Крепко и тепло сжав мне на прощание плечо, она плавно скрылась в темноте.
Я остался стоять в одиночестве, в глубокой задумчивости и тоске.
§ 102
Путь назад в город был преисполнен размышлениями. Несколько раз я настолько сильно в них погрузился, что едва не угодил на своем скутере в аварийные ситуации. Но даже громкие сигналы автомобилей не могли заставить меня, обычно осторожного на дороге, прийти в норму. Серые тучи, которые заволокли небо, были отражением того, что происходило в моей душе.
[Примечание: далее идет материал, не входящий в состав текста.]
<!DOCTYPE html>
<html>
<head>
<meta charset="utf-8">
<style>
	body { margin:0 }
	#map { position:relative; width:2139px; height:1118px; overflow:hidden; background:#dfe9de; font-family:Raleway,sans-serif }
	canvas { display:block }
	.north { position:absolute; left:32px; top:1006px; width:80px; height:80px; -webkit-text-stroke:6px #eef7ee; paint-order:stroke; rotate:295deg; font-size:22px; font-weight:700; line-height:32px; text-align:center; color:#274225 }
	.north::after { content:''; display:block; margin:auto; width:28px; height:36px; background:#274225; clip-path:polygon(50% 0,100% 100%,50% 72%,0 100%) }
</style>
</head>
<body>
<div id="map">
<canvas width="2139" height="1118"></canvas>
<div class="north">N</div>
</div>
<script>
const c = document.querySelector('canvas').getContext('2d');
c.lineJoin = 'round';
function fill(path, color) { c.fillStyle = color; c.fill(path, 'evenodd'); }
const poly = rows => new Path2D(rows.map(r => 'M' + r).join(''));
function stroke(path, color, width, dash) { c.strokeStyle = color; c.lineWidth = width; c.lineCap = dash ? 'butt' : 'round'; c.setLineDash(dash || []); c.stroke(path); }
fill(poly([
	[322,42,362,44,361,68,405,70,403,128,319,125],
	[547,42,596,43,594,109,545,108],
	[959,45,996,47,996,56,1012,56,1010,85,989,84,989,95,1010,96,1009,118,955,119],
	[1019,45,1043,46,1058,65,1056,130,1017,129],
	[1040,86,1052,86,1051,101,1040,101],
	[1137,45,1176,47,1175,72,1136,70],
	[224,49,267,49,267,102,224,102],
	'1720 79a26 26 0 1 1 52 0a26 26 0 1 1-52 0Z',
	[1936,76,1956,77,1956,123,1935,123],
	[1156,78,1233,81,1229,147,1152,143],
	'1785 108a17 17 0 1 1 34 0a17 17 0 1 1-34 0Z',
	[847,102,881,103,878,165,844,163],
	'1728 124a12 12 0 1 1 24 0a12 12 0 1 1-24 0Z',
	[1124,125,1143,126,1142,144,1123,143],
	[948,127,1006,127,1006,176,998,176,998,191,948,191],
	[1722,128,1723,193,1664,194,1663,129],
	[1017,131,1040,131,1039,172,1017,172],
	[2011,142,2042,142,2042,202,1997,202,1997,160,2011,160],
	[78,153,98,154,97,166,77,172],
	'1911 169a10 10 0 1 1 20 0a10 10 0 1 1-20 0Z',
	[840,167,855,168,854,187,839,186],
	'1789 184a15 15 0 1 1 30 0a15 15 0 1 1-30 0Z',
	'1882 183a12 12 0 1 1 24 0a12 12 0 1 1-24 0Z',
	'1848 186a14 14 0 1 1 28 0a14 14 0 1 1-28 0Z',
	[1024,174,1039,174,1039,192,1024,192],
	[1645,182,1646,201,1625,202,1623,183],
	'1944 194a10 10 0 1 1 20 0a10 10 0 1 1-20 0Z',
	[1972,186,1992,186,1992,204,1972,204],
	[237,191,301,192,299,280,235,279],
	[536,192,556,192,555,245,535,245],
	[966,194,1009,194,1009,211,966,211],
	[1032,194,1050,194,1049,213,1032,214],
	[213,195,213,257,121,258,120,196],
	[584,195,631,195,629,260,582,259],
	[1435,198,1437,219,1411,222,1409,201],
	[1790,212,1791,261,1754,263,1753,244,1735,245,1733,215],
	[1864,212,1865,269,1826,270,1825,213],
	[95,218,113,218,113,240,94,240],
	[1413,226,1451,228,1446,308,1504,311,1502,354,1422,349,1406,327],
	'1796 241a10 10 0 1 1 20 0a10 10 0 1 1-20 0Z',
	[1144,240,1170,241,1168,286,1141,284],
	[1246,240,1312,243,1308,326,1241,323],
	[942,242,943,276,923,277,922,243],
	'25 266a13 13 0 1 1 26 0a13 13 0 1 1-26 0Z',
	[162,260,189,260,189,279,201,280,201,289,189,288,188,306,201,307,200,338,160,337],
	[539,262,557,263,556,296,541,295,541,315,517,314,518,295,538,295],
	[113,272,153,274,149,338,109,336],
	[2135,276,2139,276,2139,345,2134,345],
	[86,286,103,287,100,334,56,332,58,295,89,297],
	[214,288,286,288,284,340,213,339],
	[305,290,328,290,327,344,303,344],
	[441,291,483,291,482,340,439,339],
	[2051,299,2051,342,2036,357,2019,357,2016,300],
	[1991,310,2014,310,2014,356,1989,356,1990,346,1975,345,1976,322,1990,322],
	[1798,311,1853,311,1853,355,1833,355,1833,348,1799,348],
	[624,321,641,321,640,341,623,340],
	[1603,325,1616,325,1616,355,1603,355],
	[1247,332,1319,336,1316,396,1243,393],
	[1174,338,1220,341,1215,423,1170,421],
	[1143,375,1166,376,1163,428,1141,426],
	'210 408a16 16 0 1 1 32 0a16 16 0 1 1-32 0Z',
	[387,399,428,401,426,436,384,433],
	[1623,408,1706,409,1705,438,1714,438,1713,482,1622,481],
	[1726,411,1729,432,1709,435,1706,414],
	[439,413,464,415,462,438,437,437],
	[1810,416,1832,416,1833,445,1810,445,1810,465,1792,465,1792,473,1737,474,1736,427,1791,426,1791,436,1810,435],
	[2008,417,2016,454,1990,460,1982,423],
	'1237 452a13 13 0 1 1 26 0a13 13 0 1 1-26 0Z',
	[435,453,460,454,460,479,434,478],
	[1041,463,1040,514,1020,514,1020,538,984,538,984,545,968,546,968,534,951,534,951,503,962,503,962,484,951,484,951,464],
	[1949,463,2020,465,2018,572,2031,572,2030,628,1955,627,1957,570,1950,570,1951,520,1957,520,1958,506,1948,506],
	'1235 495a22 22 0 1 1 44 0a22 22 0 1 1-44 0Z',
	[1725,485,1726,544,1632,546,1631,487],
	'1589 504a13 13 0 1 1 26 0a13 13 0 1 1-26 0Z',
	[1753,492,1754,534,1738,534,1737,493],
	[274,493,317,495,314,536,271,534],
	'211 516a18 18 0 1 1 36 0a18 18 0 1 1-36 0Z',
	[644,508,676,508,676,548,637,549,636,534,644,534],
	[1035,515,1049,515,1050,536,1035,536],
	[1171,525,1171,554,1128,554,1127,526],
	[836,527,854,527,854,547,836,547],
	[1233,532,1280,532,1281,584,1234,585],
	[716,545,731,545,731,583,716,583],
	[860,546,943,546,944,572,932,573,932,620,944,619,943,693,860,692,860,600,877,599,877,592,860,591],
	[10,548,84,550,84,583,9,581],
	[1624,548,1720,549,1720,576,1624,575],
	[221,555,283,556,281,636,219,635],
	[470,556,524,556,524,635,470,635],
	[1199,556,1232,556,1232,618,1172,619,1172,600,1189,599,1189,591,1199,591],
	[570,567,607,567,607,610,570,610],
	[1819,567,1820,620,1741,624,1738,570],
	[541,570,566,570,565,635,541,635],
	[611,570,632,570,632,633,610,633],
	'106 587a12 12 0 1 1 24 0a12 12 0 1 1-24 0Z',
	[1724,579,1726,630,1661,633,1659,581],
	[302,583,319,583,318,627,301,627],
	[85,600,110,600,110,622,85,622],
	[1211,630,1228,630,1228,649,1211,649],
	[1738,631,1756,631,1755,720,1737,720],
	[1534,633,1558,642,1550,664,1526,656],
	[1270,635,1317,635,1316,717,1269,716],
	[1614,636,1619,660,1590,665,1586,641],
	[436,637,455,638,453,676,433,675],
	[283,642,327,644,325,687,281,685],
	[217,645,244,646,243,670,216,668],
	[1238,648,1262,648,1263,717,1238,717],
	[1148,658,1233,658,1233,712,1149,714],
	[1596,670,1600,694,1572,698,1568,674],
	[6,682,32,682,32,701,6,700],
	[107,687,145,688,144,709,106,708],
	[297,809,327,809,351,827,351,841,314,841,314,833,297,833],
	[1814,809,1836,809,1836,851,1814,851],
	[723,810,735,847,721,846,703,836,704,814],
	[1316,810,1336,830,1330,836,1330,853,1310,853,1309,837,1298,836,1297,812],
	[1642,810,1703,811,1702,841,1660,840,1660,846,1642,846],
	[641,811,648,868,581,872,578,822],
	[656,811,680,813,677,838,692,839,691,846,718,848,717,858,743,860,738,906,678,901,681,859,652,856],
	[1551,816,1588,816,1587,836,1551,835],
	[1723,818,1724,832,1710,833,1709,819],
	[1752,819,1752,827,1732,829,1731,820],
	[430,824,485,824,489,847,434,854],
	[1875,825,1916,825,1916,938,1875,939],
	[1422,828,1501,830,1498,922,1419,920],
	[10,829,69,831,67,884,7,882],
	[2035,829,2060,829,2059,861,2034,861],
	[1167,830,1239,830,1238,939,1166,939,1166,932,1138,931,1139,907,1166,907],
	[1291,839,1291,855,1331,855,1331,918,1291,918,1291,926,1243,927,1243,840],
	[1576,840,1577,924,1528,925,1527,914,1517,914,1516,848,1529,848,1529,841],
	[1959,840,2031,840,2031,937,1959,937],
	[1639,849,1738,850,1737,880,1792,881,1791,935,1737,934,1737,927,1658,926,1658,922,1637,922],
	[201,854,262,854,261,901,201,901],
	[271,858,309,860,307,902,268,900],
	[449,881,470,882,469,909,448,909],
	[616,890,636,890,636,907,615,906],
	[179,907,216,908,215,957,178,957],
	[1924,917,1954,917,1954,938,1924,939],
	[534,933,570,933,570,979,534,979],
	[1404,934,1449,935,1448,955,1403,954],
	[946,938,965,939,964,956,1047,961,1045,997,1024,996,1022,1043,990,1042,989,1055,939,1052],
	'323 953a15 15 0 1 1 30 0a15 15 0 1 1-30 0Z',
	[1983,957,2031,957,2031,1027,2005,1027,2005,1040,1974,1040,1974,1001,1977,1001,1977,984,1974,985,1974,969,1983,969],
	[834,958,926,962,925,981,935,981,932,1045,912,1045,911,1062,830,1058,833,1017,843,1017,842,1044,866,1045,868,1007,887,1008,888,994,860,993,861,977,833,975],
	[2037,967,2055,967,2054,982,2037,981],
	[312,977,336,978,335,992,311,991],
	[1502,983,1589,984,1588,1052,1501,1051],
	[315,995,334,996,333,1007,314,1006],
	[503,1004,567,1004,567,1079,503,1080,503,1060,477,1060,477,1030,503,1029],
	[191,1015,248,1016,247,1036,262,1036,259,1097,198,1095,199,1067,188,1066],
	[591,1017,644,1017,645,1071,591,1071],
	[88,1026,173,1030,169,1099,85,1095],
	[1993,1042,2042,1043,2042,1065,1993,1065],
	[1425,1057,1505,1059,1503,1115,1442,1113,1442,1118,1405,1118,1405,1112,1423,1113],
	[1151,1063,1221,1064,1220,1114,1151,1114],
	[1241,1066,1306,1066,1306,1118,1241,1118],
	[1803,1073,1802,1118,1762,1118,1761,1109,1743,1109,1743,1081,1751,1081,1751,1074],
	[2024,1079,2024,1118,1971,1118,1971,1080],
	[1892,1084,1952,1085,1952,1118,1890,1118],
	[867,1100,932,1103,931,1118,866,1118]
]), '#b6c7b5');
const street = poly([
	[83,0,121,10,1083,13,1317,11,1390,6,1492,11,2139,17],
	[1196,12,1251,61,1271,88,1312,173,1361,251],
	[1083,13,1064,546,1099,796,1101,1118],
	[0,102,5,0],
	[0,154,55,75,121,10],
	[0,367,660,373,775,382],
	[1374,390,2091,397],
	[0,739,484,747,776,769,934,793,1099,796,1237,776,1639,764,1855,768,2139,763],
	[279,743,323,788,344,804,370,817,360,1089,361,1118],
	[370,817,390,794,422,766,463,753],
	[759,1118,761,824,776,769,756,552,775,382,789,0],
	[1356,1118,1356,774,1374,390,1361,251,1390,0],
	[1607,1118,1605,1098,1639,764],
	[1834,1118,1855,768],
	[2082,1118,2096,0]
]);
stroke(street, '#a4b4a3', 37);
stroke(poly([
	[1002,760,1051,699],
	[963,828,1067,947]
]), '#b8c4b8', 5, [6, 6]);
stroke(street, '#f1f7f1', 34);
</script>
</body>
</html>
Клаудия не пыталась давить на меня в отношении Лауры. Было заметно, как она рада появлению у меня хоть каких-то чувств, как бережно она отнеслась к ним и как сильно не хотела их спугнуть. Но именно из-за этого у меня не было причин ставить под вопрос искренность ее предостережений. И звучали они рационально и весьма убедительно. Романтическая пелена, застилающая мое сознание, рассеялась, и там воцарился нарастающий скепсис. В какой-то момент я даже начал злобно посмеиваться над собой, поражаясь своей легковерности и наивности.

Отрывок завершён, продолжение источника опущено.